Darius ascended the throne by overthrowing the legitimate Achaemenid monarch Bardiya, whom he later fabricated to be an imposter named Gaumata. The new king met with rebellions throughout his kingdom and quelled them each time. A major event in Darius’s life was his expedition to punish Athens and Eretria for their aid in the Ionian Revolt and subjugate Greece. Although ultimately ending in failure at the Battle of Marathon, Darius succeeded in the re-subjugation of Thrace, expansion of the empire through the conquest of Macedon, the Cyclades and the island of Naxos and the sacking of the city of Eretria.
Darius organized the empire by dividing it into provinces and placing satraps to govern it. He organized Achaemenid coinage as a new uniform monetary system, along with making Aramaic the official language of the empire. He also put the empire in better standing by building roads and introducing standard weights and measures. Through these changes, the empire was centralized and unified. Darius also worked on construction projects throughout the empire, focusing on Susa, Pasargadae, Persepolis, Babylon, and Egypt. He had the cliff-face Behistun Inscription carved to record his conquests, an important testimony of the Old Persian language.
Darius is mentioned in the biblical books of Haggai, Zechariah, and Ezra–Nehemiah.
Darius I Hystaspes, or Darius the Great, king of Persia [522-486 BCE]. Through his father Hystaspes, Darius belonged to the Achaemenid family, as did Cyrus The Great and his son Cambyses II, but to a different branch of this family. When Cambyses was in Egypt, during the last year of his reign, a certain Gaumata usurped the throne by pretending to be Bardiya, Cambyses’ brother, who had been assassinated secretly before Cambyses started out for his Egyptian campaign in 525 BCE. When Cambyses learned of this usurpation he immediately set out for Persia, but on the way, while in Syria, he died in July, 522 BCE, as the result of either an accident or suicide, leaving no heir. Darius, a distant cousin of Cambyses, at once set out to gain the throne for himself. With some helpers he slew the Smerdis/Gaumāta or false Bardiya in September, 522 BCE, and assumed the kingship. However, he had to fight against a number of other pretenders and rebels. It took more than a year (522-521 BCE) of hard fighting to put down revolts associated with Bardiya’s claim to the throne. Almost every province of the empire was involved in the conflict, including Persia and, most particularly, Media. He finally emerged from the struggle the undisputed ruler of the Persian Empire. The story of his successes was engraved in three scripts and languages (Persian, Babylonian, and Elamite), accompanied by a sculptured relief, into a high rock wall of the Bisitun Mountain, a few miles east of modern Kermanshah.

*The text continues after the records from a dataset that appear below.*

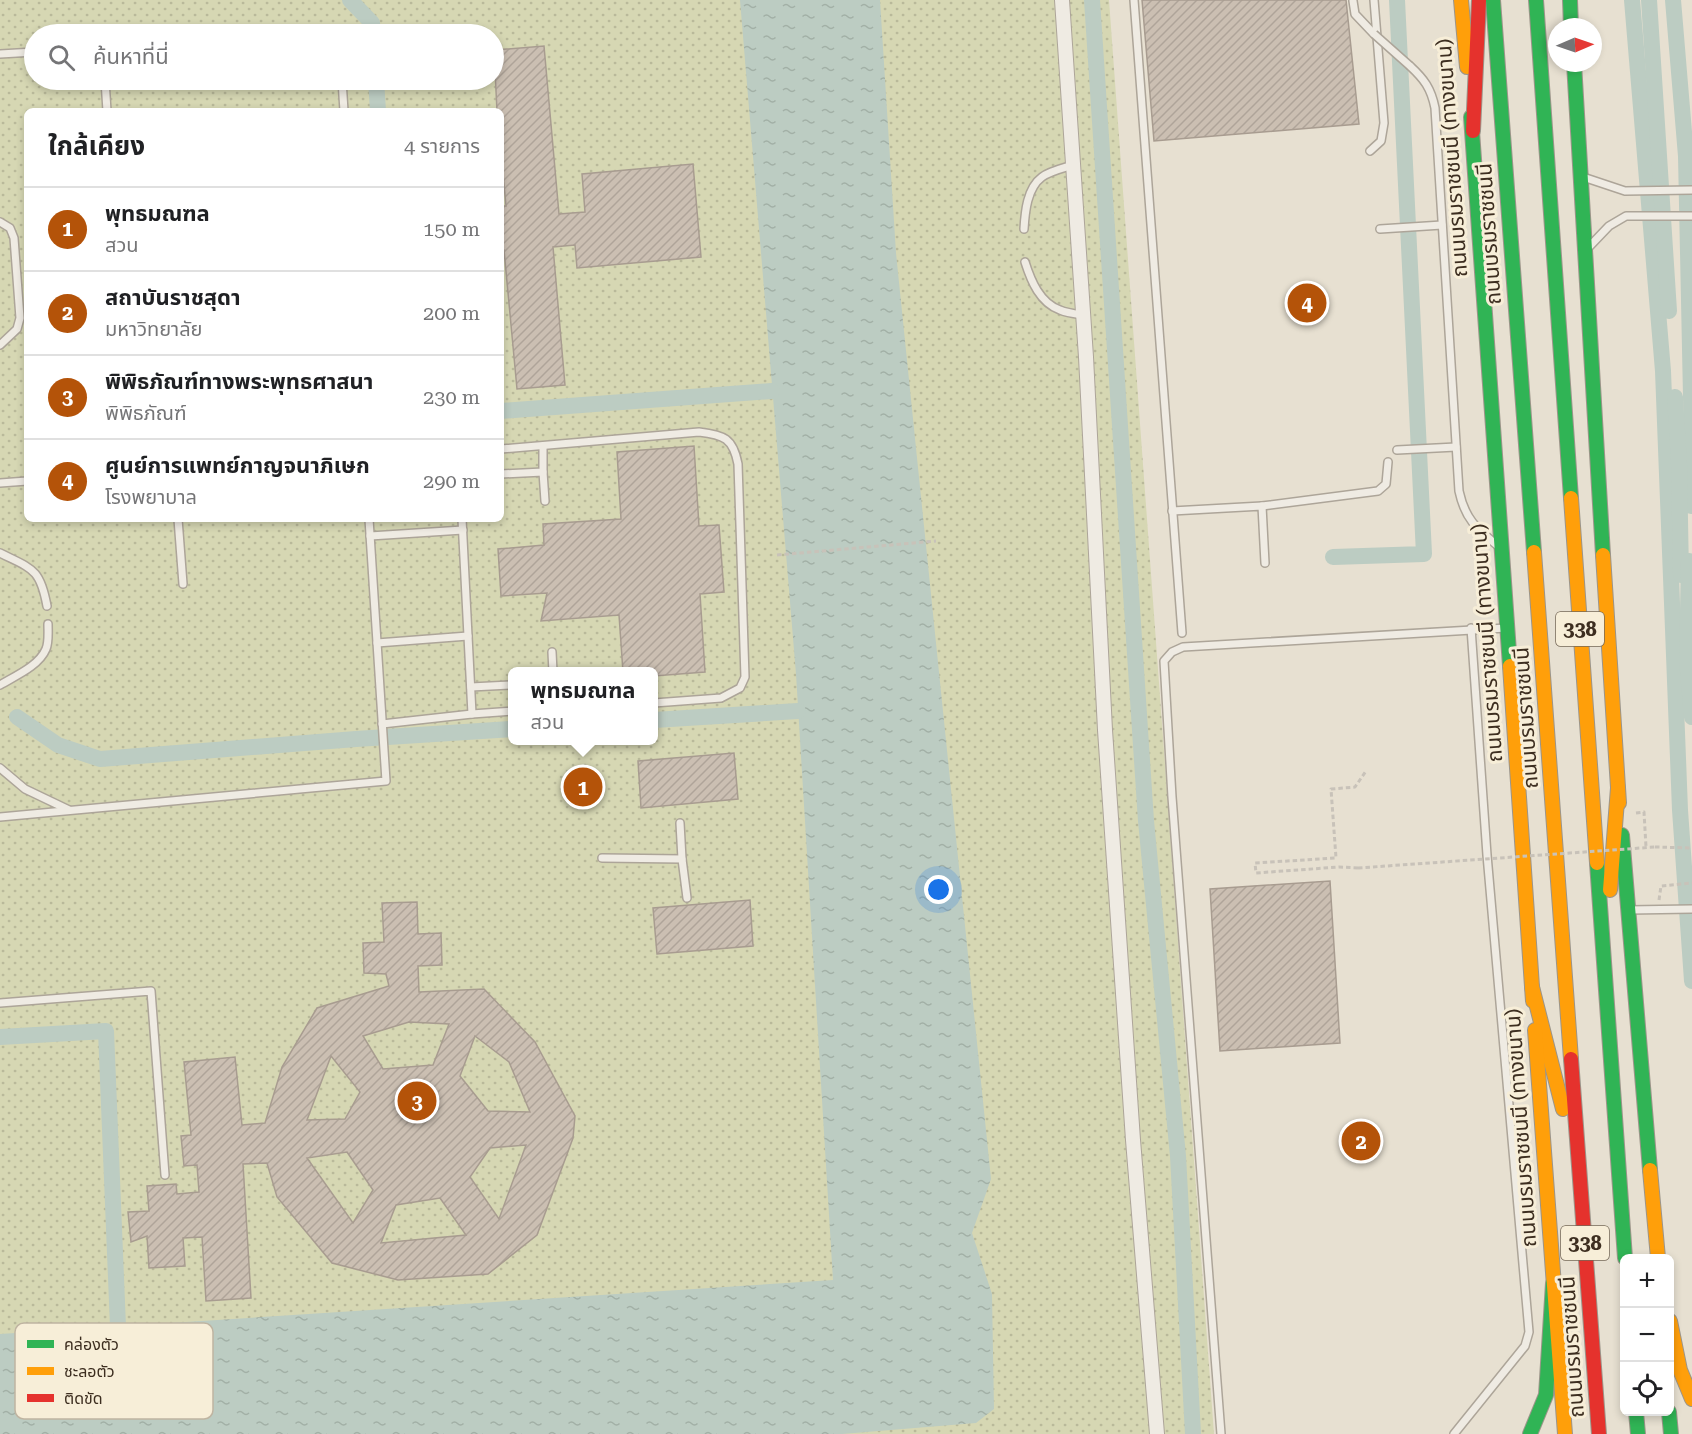 <!DOCTYPE html>
<html lang="th">
<meta charset="utf-8">
<style>
:root{--surface:#fff;--page:#f6f6f6;--text:#202124;--muted:#757577;--line:#e0e0e0;--accent:#b45309}
body{margin:0;font-family:"Roboto Serif","Noto Sans Thai",serif;background:var(--page);color:var(--text)}
.controls{position:absolute;right:18px;bottom:18px;display:grid;overflow:hidden;border-radius:9px;box-shadow:0 3px 9px #0003}
.controls button{width:54px;height:54px;display:grid;place-items:center;padding:0;border:0;border-bottom:2px solid var(--line);background:var(--surface);color:var(--text);font:30px sans-serif}
.compass{position:absolute;left:1548px;top:18px;width:54px;height:54px;border-radius:50%;background:var(--surface);box-shadow:0 3px 9px #0003;rotate:88deg}
.you{position:absolute;left:939px;top:890px;width:21px;height:21px;margin:-15px;border:4px solid #fff;border-radius:50%;background:#1a73e8;box-shadow:0 0 0 9px #1a73e833}
.badge{display:grid;place-items:center;width:39px;height:39px;border-radius:50%;background:var(--accent);color:#fff;font-size:20px;font-weight:700}
.pin{position:absolute;translate:-50% -50%;border:3px solid #fff;box-shadow:0 2px 6px #0006}
.popup{position:absolute;left:508px;top:667px;width:150px;height:78px;box-sizing:border-box;display:grid;place-content:center;border-radius:9px;background:var(--surface);filter:drop-shadow(0 2px 4px #0005);font-size:20px;white-space:nowrap;color:var(--muted)}
.popup b{font-size:22px;color:var(--text)}
.popup::after{content:'';position:absolute;left:50%;top:100%;margin-left:-12px;border:12px solid transparent;border-top-color:var(--surface)}
.list{margin:0;padding:0;list-style:none}
h2{display:flex;justify-content:space-between;align-items:center;height:78px;margin:0;padding:0 24px;font-size:26px}
h2 small{font-size:20px;font-weight:400;color:var(--muted)}
.list li{display:grid;grid-template-columns:39px 1fr auto;gap:18px;align-items:center;box-sizing:border-box;height:84px;padding:0 24px;border-top:2px solid var(--line)}
.list b{display:block;font-size:22px;white-space:nowrap}
.list p{margin:0;font-size:20px;white-space:nowrap;color:var(--muted)}
.list em{font-size:20px;font-style:normal;color:var(--muted)}
.icon{flex:none;width:33px;height:33px;fill:none;stroke:currentColor;stroke-width:2;stroke-linecap:round;stroke-linejoin:round}
.map{position:relative;flex:none;width:1692px;height:1434px;overflow:hidden}
.search{position:absolute;background:var(--surface);box-shadow:0 3px 9px #0003;left:24px;top:24px;width:480px;height:66px;display:flex;align-items:center;gap:15px;box-sizing:border-box;padding:0 21px;border-radius:33px;color:var(--muted);font-size:22px}
.panel{position:absolute;background:var(--surface);box-shadow:0 3px 9px #0003;left:24px;top:108px;width:480px;height:414px;border-radius:9px}
.map>svg:first-child{display:block}
.park{fill:url(#park-dots);fill-rule:evenodd}
.water{fill:url(#water-ripples)}
.lines{fill:none;stroke-linecap:round;stroke-linejoin:round}
.canal{stroke:#bcccc2;stroke-width:16}
.building{fill:url(#building-hatch);stroke:#a89c90;stroke-width:1.5;fill-rule:evenodd}
.lane-casing{stroke:#ada599;stroke-width:10}
.street-casing{stroke:#ada599;stroke-width:16}
.fast-casing{stroke:#9c958a;stroke-width:16}
.slow-casing{stroke:#9c958a;stroke-width:16}
.jam-casing{stroke:#9c958a;stroke-width:16}
.path{stroke:#c8c2b9;stroke-width:3;stroke-dasharray:4.5 3;stroke-linecap:butt}
.lane{stroke:#efebe3;stroke-width:7}
.street{stroke:#efebe3;stroke-width:14}
.fast{stroke:#30b455;stroke-width:14}
.slow{stroke:#ff9f0a;stroke-width:14}
.jam{stroke:#e5322d;stroke-width:14}
.lane-bridge-casing{stroke:#ada599;stroke-width:10;stroke-linecap:butt}
.path-bridge{stroke:#c8c2b9;stroke-width:3;stroke-dasharray:4.5 3;stroke-linecap:butt}
.lane-bridge{stroke:#efebe3;stroke-width:7}
.labels{text-anchor:middle;dominant-baseline:central;stroke-width:6;stroke-linejoin:round;paint-order:stroke}
.shield{fill:#f7eed8;stroke:#756857;stroke-width:1.5}
.shield-label{font-size:20px;font-weight:bold;fill:#3d2e20}
.street-label{font-size:21px;fill:#3d2e20;stroke:#f7eed8}
.key{fill:#f7eed8;stroke:#bfb4a1;stroke-width:1.5}
.key-label{font-size:16px;fill:#3d2e20}
</style>
<div class="map">
<svg width="1692" height="1434" viewBox="0 0 1692 1434">
<defs>
<pattern id="park-dots" width="8" height="8" patternUnits="userSpaceOnUse" patternTransform="scale(1.5)"><rect width="8" height="8" fill="#d6d7b3"/><path d="M2 2h.1M6 6h.1" fill="none" stroke="#b9b99a" stroke-width="1.8" stroke-linecap="round"/></pattern>
<pattern id="water-ripples" width="26" height="14" patternUnits="userSpaceOnUse" patternTransform="scale(1.5)"><rect width="26" height="14" fill="#bcccc2"/><path d="M2 4q2-2 4 0t4 0M15 11q2-2 4 0t4 0" fill="none" stroke="#a2b0a6"/></pattern>
<pattern id="building-hatch" width="6" height="6" patternUnits="userSpaceOnUse" patternTransform="scale(1.5)"><rect width="6" height="6" fill="#cbbfb2"/><path d="M-1 1l2-2M0 6l6-6M5 7l2-2" fill="none" stroke="#afa499"/></pattern>
</defs>
<rect width="100%" height="100%" fill="#e7e0d1"/>
<path class="park" d="M0 0H1109L1214 1434H0ZM34 34H494V80H34ZM27 111H501V519H27ZM512 672H654V740H512Z"/>
<path class="water" d="M740 0H880L896 253 991 1179 972 1233 992 1294 994 1409 976 1423 842 1434H0V1334L833 1280 796 674Z"/>
<g class="lines">
<g class="canal">
<path d="M350 0 372 23 373 34"/>
<path d="M1092 0 1146 821 1178 1156 1193 1434"/>
<path d="M1632 0 1663 371 1680 810 1692 981"/>
<path d="M1649 0 1669 311"/>
<path d="M1673 0 1686 156 1692 445 1691 506"/>
<path d="M376 80 378 111"/>
<path d="M1675 397 1679 464 1681 575"/>
<path d="M501 411 772 391"/>
<path d="M1333 557 1424 554 1397 0"/>
<path d="M1689 561 1687 660 1692 717"/>
<path d="M17 717 58 745 100 759 356 739 512 729"/>
<path d="M654 720 798 711"/>
<path d="M0 1037 106 1031 118 1327"/>
</g>
</g>
<g class="building">
<path d="M1142 0H1346L1359 124 1154 141Z"/>
<path d="M544 46 559 214 585 212 582 174 693 164 701 257 577 268 575 245 553 247 565 385 517 389 504 250H501V206H506L501 152V111H497L494 50Z"/>
<path d="M694 446 699 526 719 525 724 592 700 594 705 672 654 676V672H623L619 615 541 621 547 593 501 596 498 549 544 545 543 524 621 519 617 452Z"/>
<path d="M734 753 738 799 641 808 638 761Z"/>
<path d="M1330 881 1340 1043 1220 1051 1210 889Z"/>
<path d="M750 900 753 946 657 954 653 908Z"/>
<path d="M417 902 418 934 441 933 442 965 418 966 419 992 484 989 535 1042 575 1116 573 1138 537 1235 488 1274 398 1280 332 1263 277 1197 267 1163 243 1164 251 1298 206 1301 202 1237 183 1238 185 1266 149 1268 147 1236 131 1242 128 1212 149 1211 147 1186 176 1184 177 1194 199 1192 197 1165 184 1166 181 1136 191 1135 184 1062 235 1057 242 1125 265 1123 282 1067 317 1008 389 986 386 974 364 973 363 943 384 942 382 903ZM409 1022 449 1024 433 1065 383 1069 363 1036ZM475 1036 509 1062 530 1112 488 1111 460 1076ZM331 1056 360 1092 345 1119 307 1120ZM526 1145 499 1219 470 1177 490 1148ZM347 1152 373 1190 353 1223 307 1158ZM440 1198 466 1235 381 1243 396 1205Z"/>
</g>
<g class="lines">
<g class="lane-casing">
<g id="lane">
<path d="M1134 0 1182 633"/>
<path d="M1353 1 1355 14 1374 34"/>
<path d="M0 54 34 52"/>
<path d="M1410 66C1424 79 1431 88 1435 108L1459 491C1465 519 1476 528 1498 546"/>
<path d="M105 80 107 111"/>
<path d="M342 80 344 111"/>
<path d="M1370 151 1381 141 1384 123 1374 0"/>
<path d="M1583 177 1625 191 1692 190"/>
<path d="M0 222 10 228 14 238 20 318 17 329 0 345"/>
<path d="M1024 229C1025 212 1027 188 1042 177 1050 171 1064 168 1073 165"/>
<path d="M1380 229 1442 225"/>
<path d="M1587 249 1609 226 1626 216H1692"/>
<path d="M1025 262C1031 281 1040 303 1060 310 1067 313 1076 314 1083 315"/>
<path d="M501 449 699 432C724 435 733 438 738 464L745 677 740 688 721 698 654 703"/>
<path d="M1397 450 1456 447"/>
<path d="M543 472 545 501"/>
<path d="M501 474 543 472V446"/>
<path d="M0 483 27 481"/>
<path d="M1262 506 1378 491 1386 484 1388 462"/>
<path d="M1172 511 1262 506 1265 563"/>
<path d="M178 519 183 584"/>
<path d="M462 519 472 714"/>
<path d="M370 536 463 530"/>
<path d="M0 553C32 569 40 568 47 606"/>
<path d="M377 643 468 636"/>
<path d="M552 652 553 672"/>
<path d="M0 685C15 676 39 666 46 649 49 642 48 632 48 624"/>
<path d="M471 687 512 685"/>
<path d="M382 724 472 714 512 711"/>
<path d="M0 768 25 789 69 810"/>
<path d="M0 817 386 781 369 519"/>
<path d="M680 823 682 859"/>
<path d="M602 858 682 859 687 898"/>
<path d="M1629 910 1692 909"/>
<path d="M0 1003 151 991 165 1175"/>
<path d="M1221 1434 1172 797 1164 661 1172 652 1183 647 1506 628"/>
<path d="M1454 1434 1525 1346 1529 1332 1487 855 1471 628"/>
</g>
</g>
<g class="street-casing">
<path id="street" d="M1062 0 1086 357 1105 730 1133 1140 1157 1434"/>
</g>
<g class="fast-casing">
<g id="fast">
<path d="M1493 0 1534 552"/>
<path d="M1536 0 1571 498"/>
<path d="M1570 0 1571 27"/>
<path d="M1574 63 1603 555"/>
<path d="M1471 117 1510 666"/>
<path d="M1622 835 1650 1170"/>
<path d="M1597 863 1625 1258"/>
<path d="M1636 1412 1638 1434"/>
<path d="M1669 1412 1671 1434"/>
<path d="M1530 1434 1546 1395 1553 1283"/>
</g>
</g>
<g class="slow-casing">
<g id="slow">
<path d="M1461 0 1467 67"/>
<path d="M1571 498 1597 863"/>
<path d="M1534 552 1571 1059"/>
<path d="M1603 555 1619 803"/>
<path d="M1510 666 1533 1001"/>
<path d="M1610 890 1618 788"/>
<path d="M1532 987 1563 1109"/>
<path d="M1535 1030 1565 1434"/>
<path d="M1650 1170 1658 1258"/>
<path d="M1670 1321 1680 1370 1692 1399"/>
</g>
</g>
<g class="jam-casing">
<g id="jam">
<path d="M1473 131 1479 0"/>
<path d="M1571 1059 1599 1434"/>
</g>
</g>
<g class="path">
<path d="M777 555 936 541"/>
<path d="M1636 813 1644 812 1646 847"/>
<path d="M1655 847 1692 848"/>
<path d="M1358 868 1339 867 1256 873 1255 863 1336 858 1331 789 1355 787 1366 771"/>
<path d="M1659 900 1661 886 1692 883"/>
</g>
<use href="#lane" class="lane"/>
<use href="#street" class="street"/>
<use href="#fast" class="fast"/>
<use href="#slow" class="slow"/>
<use href="#jam" class="jam"/>
<g class="lane-bridge-casing">
<path id="lane-bridge" d="M1374 34 1410 66"/>
</g>
<path class="path-bridge" d="M1358 868 1655 847"/>
<use href="#lane-bridge" class="lane-bridge"/>
</g>
<g class="labels">
<g class="shield">
<rect x="1556" y="612" width="48" height="34" rx="4.5"/>
<rect x="1561" y="1226" width="48" height="34" rx="4.5"/>
</g>
<g class="shield-label">
<text x="1580" y="629">338</text>
<text x="1585" y="1243">338</text>
</g>
<g class="street-label">
<text transform="translate(1452 158) rotate(-94)">ถนนบรมราชชนนี (ทางขนาน)</text>
<text transform="translate(1489 234) rotate(-94)">ถนนบรมราชชนนี</text>
<text transform="translate(1487 643) rotate(-94)">ถนนบรมราชชนนี (ทางขนาน)</text>
<text transform="translate(1526 718) rotate(-94)">ถนนบรมราชชนนี</text>
<text transform="translate(1521 1128) rotate(-94)">ถนนบรมราชชนนี (ทางขนาน)</text>
<text transform="translate(1572 1347) rotate(-94)">ถนนบรมราชชนนี</text>
</g>
</g>
<rect x="15" y="1323" width="198" height="96" rx="9" class="key"/>
<rect x="27" y="1340" width="27" height="8" fill="#30b455"/>
<rect x="27" y="1367" width="27" height="8" fill="#ff9f0a"/>
<rect x="27" y="1394" width="27" height="8" fill="#e5322d"/>
<g class="key-label">
<text x="64" y="1350">คล่องตัว</text>
<text x="64" y="1377">ชะลอตัว</text>
<text x="64" y="1404">ติดขัด</text>
</g>
</svg>
<div class="controls">
<button>+</button>
<button>−</button>
<button><svg class="icon" aria-label="locate" viewBox="0 0 24 24"><circle cx="12" cy="12" r="6"/><path d="M12 2v4M12 18v4M2 12h4M18 12h4"/></svg></button>
</div>
<svg class="compass" viewBox="-18 -18 36 36"><path d="M0-13l5 13h-10z" fill="#e53935"/><path d="M0 13l5-13h-10z" fill="#757577"/></svg>
<div class="you"></div>
<div class="pin badge" style="left:583px;top:787px">1</div>
<div class="popup"><b>พุทธมณฑล</b>สวน</div>
<div class="pin badge" style="left:1361px;top:1141px">2</div>
<div class="pin badge" style="left:417px;top:1101px">3</div>
<div class="pin badge" style="left:1307px;top:303px">4</div>
<div class="search"><svg class="icon" aria-label="search" viewBox="0 0 24 24"><circle cx="10" cy="10" r="6"/><path d="M15 15l6 6"/></svg>ค้นหาที่นี่</div>
<section class="panel">
<h2>ใกล้เคียง<small>4 รายการ</small></h2>
<ul class="list">
<li><span class="badge">1</span><div><b>พุทธมณฑล</b><p>สวน</p></div><em>150 m</em></li>
<li><span class="badge">2</span><div><b>สถาบันราชสุดา</b><p>มหาวิทยาลัย</p></div><em>200 m</em></li>
<li><span class="badge">3</span><div><b>พิพิธภัณฑ์ทางพระพุทธศาสนา</b><p>พิพิธภัณฑ์</p></div><em>230 m</em></li>
<li><span class="badge">4</span><div><b>ศูนย์การแพทย์กาญจนาภิเษก</b><p>โรงพยาบาล</p></div><em>290 m</em></li>
</ul>
</section>
</div>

Darius proved to be a strong and wise ruler. He was tolerant toward other religions and cultures, promoted learning, agriculture, forestation, and the construction of highways. He also built the great palace cities of Susa and Persepolis.
Such activities, however, did not prevent Darius from following an active expansionist policy. Campaigns to the east confirmed gains probably made by Cyrus the Great and added large sections of the northern Indian subcontinent to the list of Persian-controlled provinces. Expansion in the west began about 516 BC when Darius moved against the Hellespont as a first step toward an attack on the Scythians along the western and northern shores of the Black Sea. The real strategic purpose behind this move probably was to disrupt and if possible to interrupt Greek trade with the Black Sea area, which supplied much grain to Greece. Crossing into Europe for the first time, Darius campaigned with comparatively little success to the north of the Danube. He retreated in good order, however, with only limited losses, and a bridgehead across the Hellespont was established.
By 492 BCE Darius made his son-in-law (Mardonius) special commissioner to Ionia. Mardonius had recovered Persian Thrace and Macedonia, first gained in the campaign against the Scythians and lost during the Ionian Revolt. There followed the Persian invasion of Greece that led to Darius’ defeat at the Battle of Marathon late in the summer of 490 BCE. The “Great King” was forced to retreat and to face the fact that the Greek problem, which had probably seemed to the Persians a minor issue on the western extremity of the empire, would require a more concerted and massive effort. Thus began preparations for an invasion of Greece on a grand, coordinated scale. These plans were interrupted in 486 BCE by two events: a serious revolt in Egypt, and the death of Darius.